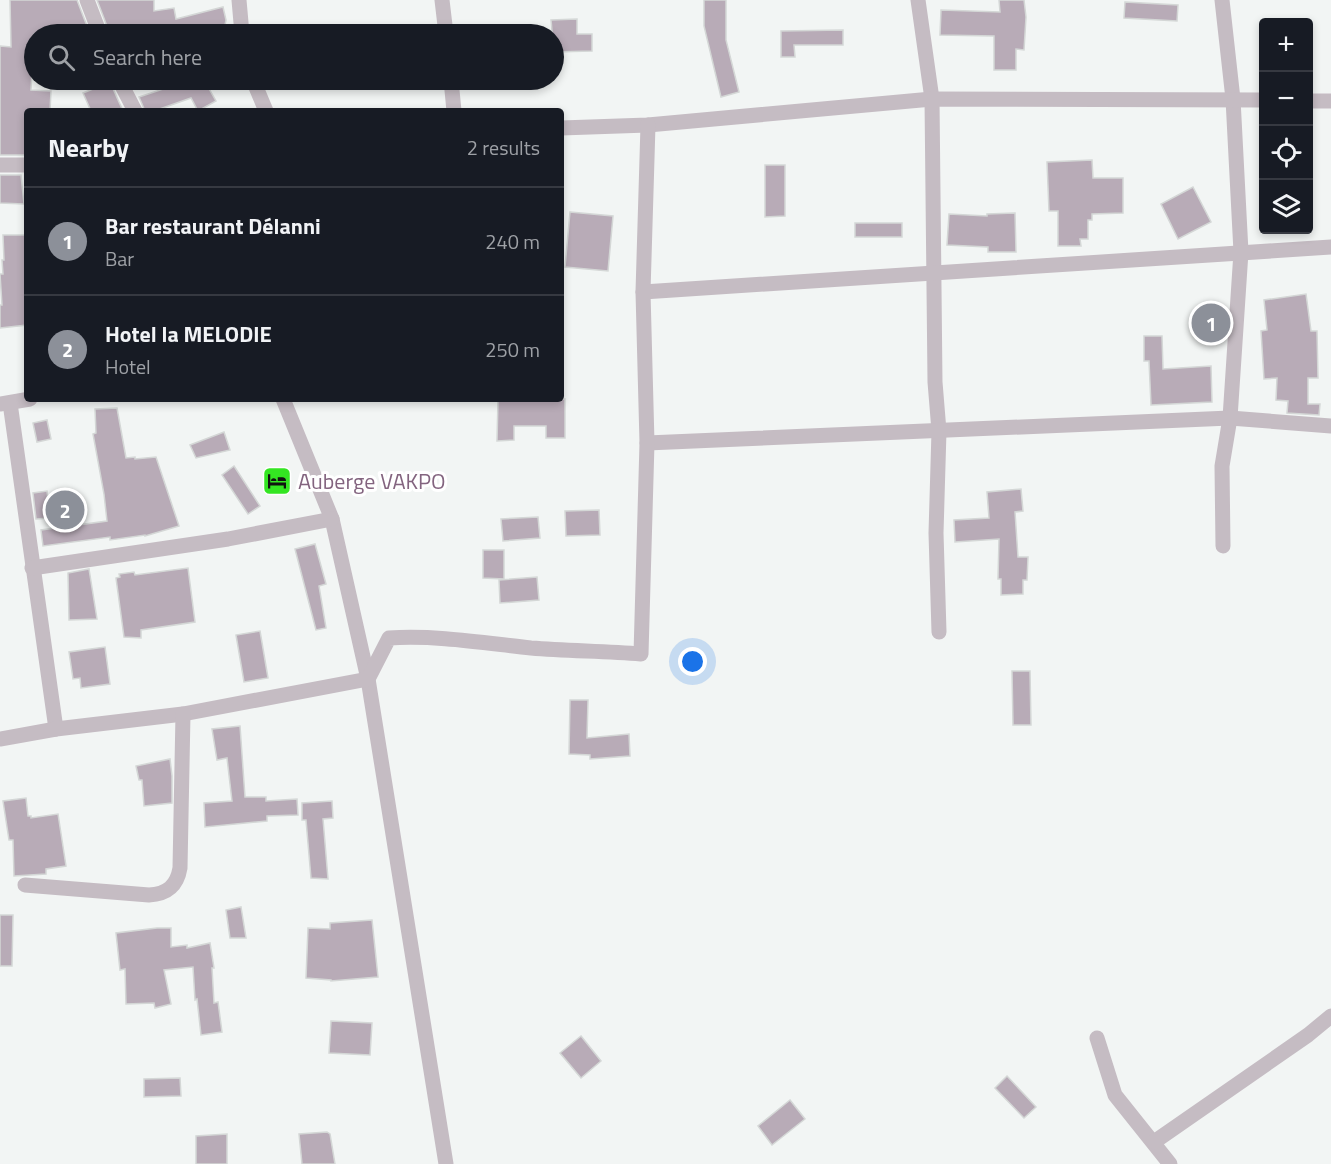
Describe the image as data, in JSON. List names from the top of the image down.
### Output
{
  "places": {
    "hotel": ["Auberge VAKPO"]
  },
  "page": {
    "map_buttons": ["+", "−"],
    "search": "Search here",
    "heading": ["Nearby", "2 results"],
    "list": [
      {
        "mark": "1",
        "name": "Bar restaurant Délanni",
        "note": "Bar",
        "value": "240 m"
      },
      {
        "mark": "2",
        "name": "Hotel la MELODIE",
        "note": "Hotel",
        "value": "250 m"
      }
    ],
    "pins": ["1", "2"]
  }
}
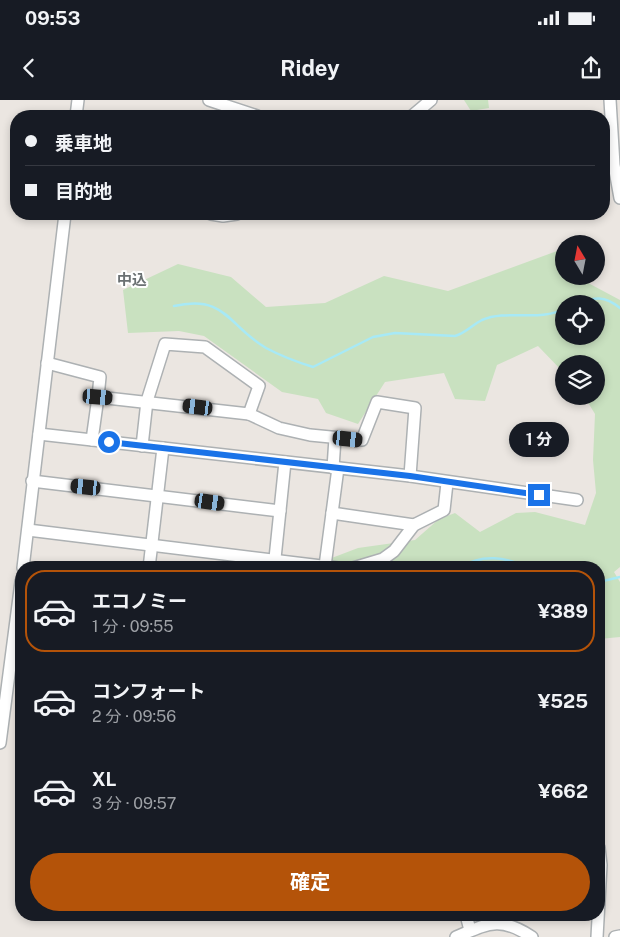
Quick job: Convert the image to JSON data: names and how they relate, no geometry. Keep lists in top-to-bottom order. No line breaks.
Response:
{"districts":["中込"],"north":"top","page":{"status":"09:53","header":"Ridey","banner":["乗車地","目的地"],"bubble":"1 分","list":[{"name":"エコノミー","note":"1 分 · 09:55","value":"¥389"},{"name":"コンフォート","note":"2 分 · 09:56","value":"¥525"},{"name":"XL","note":"3 分 · 09:57","value":"¥662"}],"buttons":"確定"}}
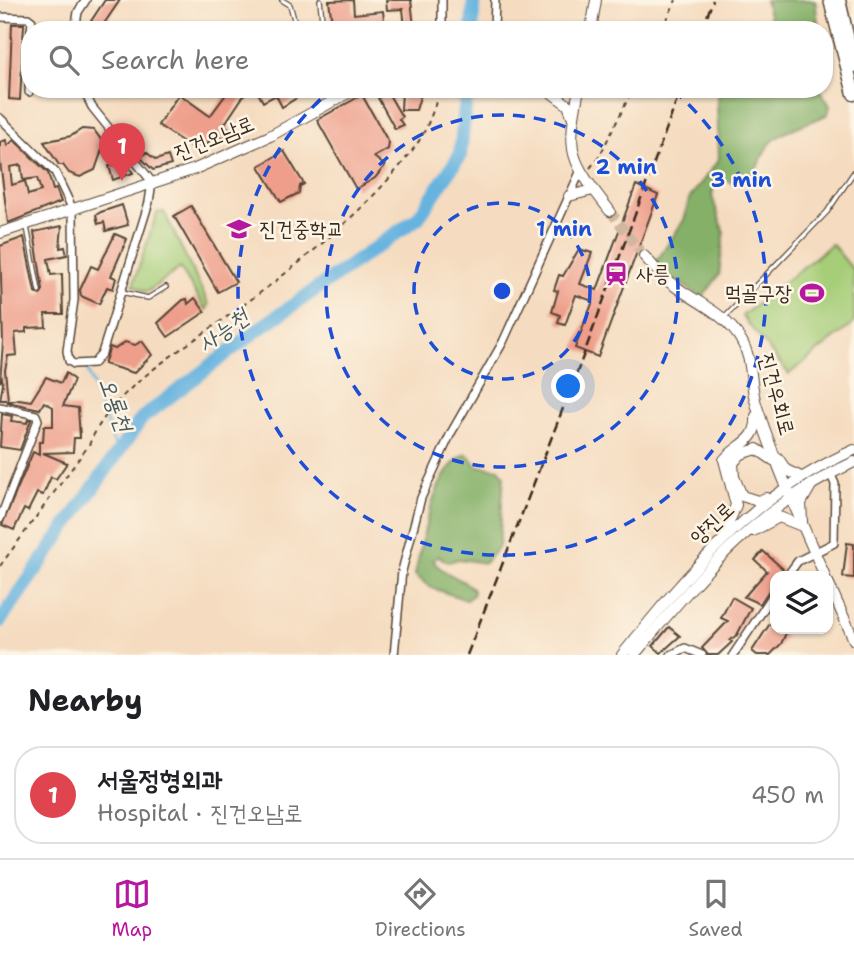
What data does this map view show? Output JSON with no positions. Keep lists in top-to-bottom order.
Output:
{
  "streets": {
    "main road": ["진건오남로", "진건우회로", "양진로"]
  },
  "crossings": [
    ["진건우회로", "양진로"]
  ],
  "water": ["사능천", "오룡천"],
  "places": {
    "school or university": ["진건중학교"],
    "station": ["사릉"],
    "sports": ["먹골구장"]
  },
  "page": {
    "search": "Search here",
    "pins": "1",
    "heading": "Nearby",
    "list": [
      {
        "mark": "1",
        "name": "서울정형외과",
        "note": "Hospital · 진건오남로",
        "value": "450 m"
      }
    ],
    "nav": ["Map", "Directions", "Saved"]
  },
  "rings": ["2 min", "3 min", "1 min"]
}
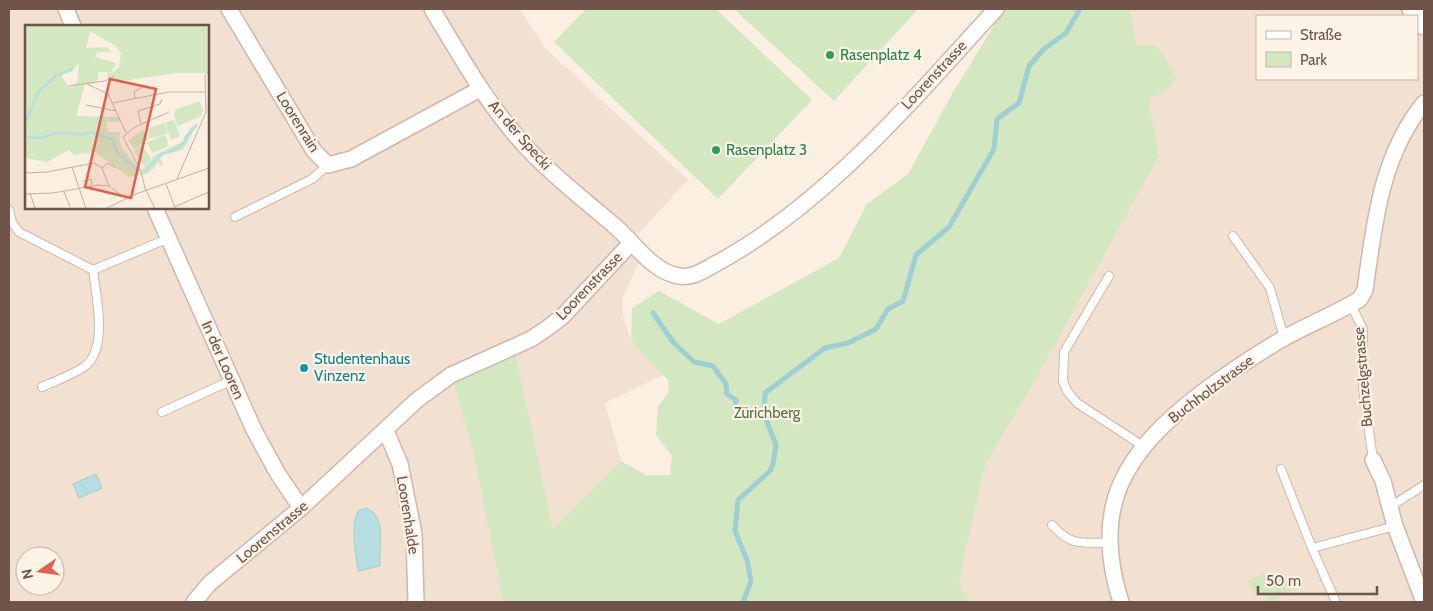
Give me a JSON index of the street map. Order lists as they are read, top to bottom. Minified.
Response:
{"streets":{"street":["Loorenstrasse","Loorenrain","An der Specki","In der Looren","Buchzelgstrasse","Buchholzstrasse","Loorenhalde"]},"crossings":[["Loorenstrasse","An der Specki"],["Loorenstrasse","In der Looren"],["Loorenstrasse","Loorenhalde"],["Loorenrain","An der Specki"],["Buchzelgstrasse","Buchholzstrasse"]],"parks":["Zürichberg"],"places":["Rasenplatz 4","Rasenplatz 3","Studentenhaus Vinzenz"],"legend":["Straße","Park"],"scale_bar":"50 m","north":"left"}
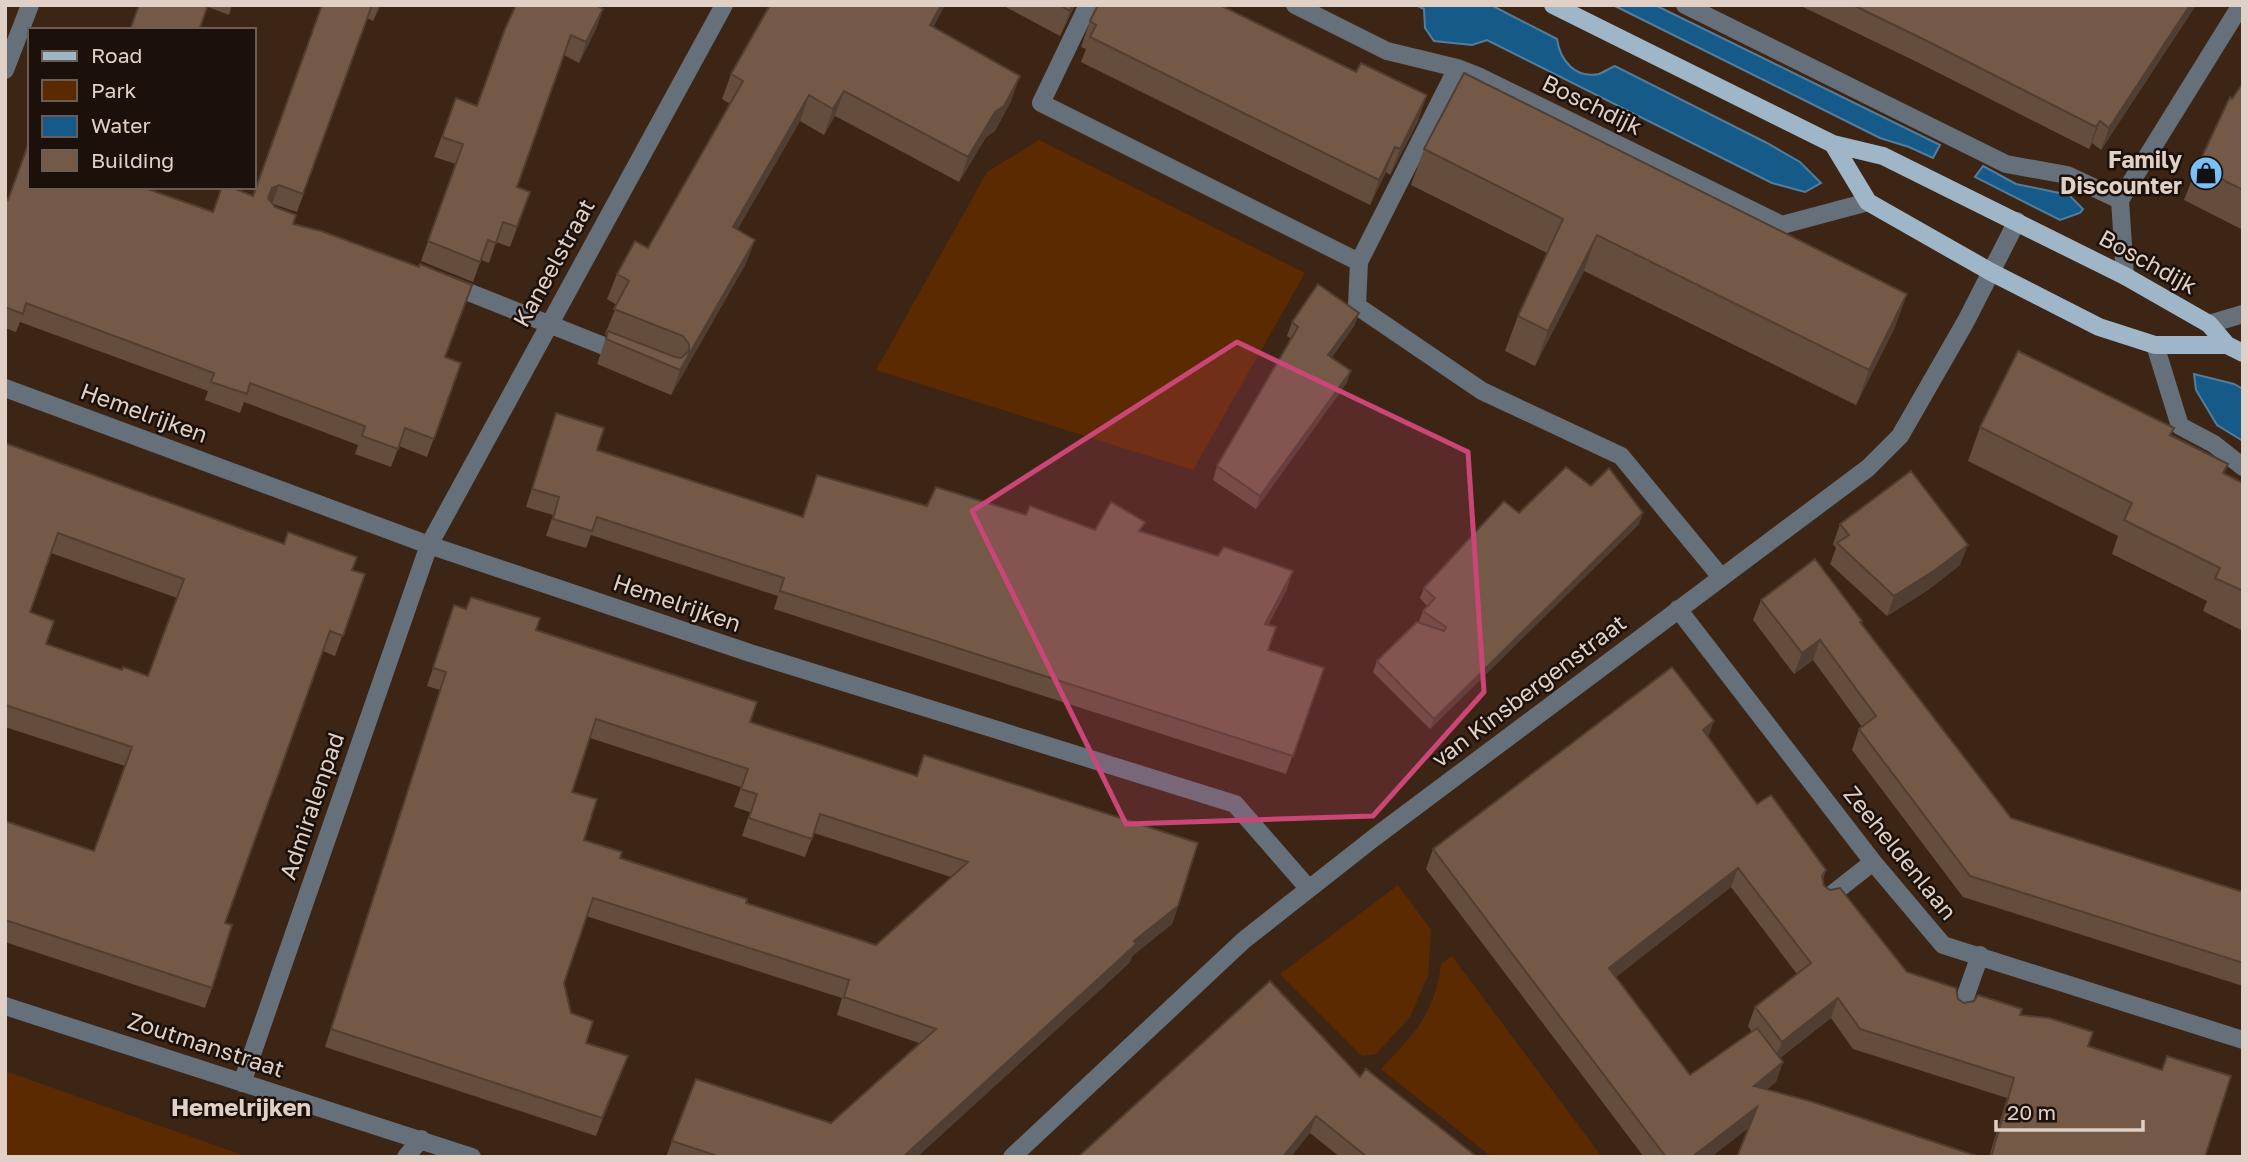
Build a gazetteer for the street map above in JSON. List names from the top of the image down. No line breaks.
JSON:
{"streets":{"main road":["Boschdijk"],"street":["Kaneelstraat","Hemelrijken","van Kinsbergenstraat","Admiralenpad","Zeeheldenlaan","Zoutmanstraat"]},"crossings":[["Boschdijk","van Kinsbergenstraat"],["Kaneelstraat","Hemelrijken"],["Kaneelstraat","Admiralenpad"],["Hemelrijken","van Kinsbergenstraat"],["Hemelrijken","Admiralenpad"],["van Kinsbergenstraat","Zeeheldenlaan"],["Admiralenpad","Zoutmanstraat"]],"districts":["Hemelrijken"],"places":{"shop":["Family Discounter"]},"legend":["Road","Park","Water","Building"],"scale_bar":"20 m"}
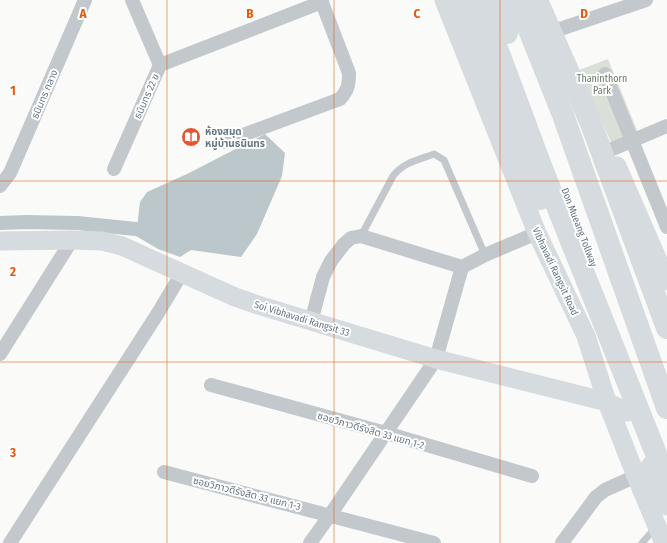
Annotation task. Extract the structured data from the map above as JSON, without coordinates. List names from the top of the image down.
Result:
{
  "streets": {
    "highway": ["Don Mueang Tollway"],
    "main road": ["Vibhavadi Rangsit Road", "Soi Vibhavadi Rangsit 33"],
    "street": [
      "ธนินทร กลาง",
      "ธนินทร 22 ข",
      "ซอยวิภาวดีรังสิต 33 แยก 1-2",
      "ซอยวิภาวดีรังสิต 33 แยก 1-3"
    ]
  },
  "crossings": [
    ["Vibhavadi Rangsit Road", "Soi Vibhavadi Rangsit 33"]
  ],
  "parks": ["Thaninthorn Park"],
  "places": {
    "library": ["ห้องสมุด หมู่บ้านธนินทร"]
  },
  "grid": {
    "columns": [
      "A",
      "B",
      "C",
      "D"
    ],
    "rows": ["1", "2", "3"]
  }
}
******
▸ Your goal
Pull out every line above that holds the word "Keep".

▸ Solution for this exercise
Quick job: Convert the image to JSON data: names and how they relate, no geometry. Keep lists in top-to-bottom order. No line breaks.
What data does this map view show? Output JSON with no positions. Keep lists in top-to-bottom order.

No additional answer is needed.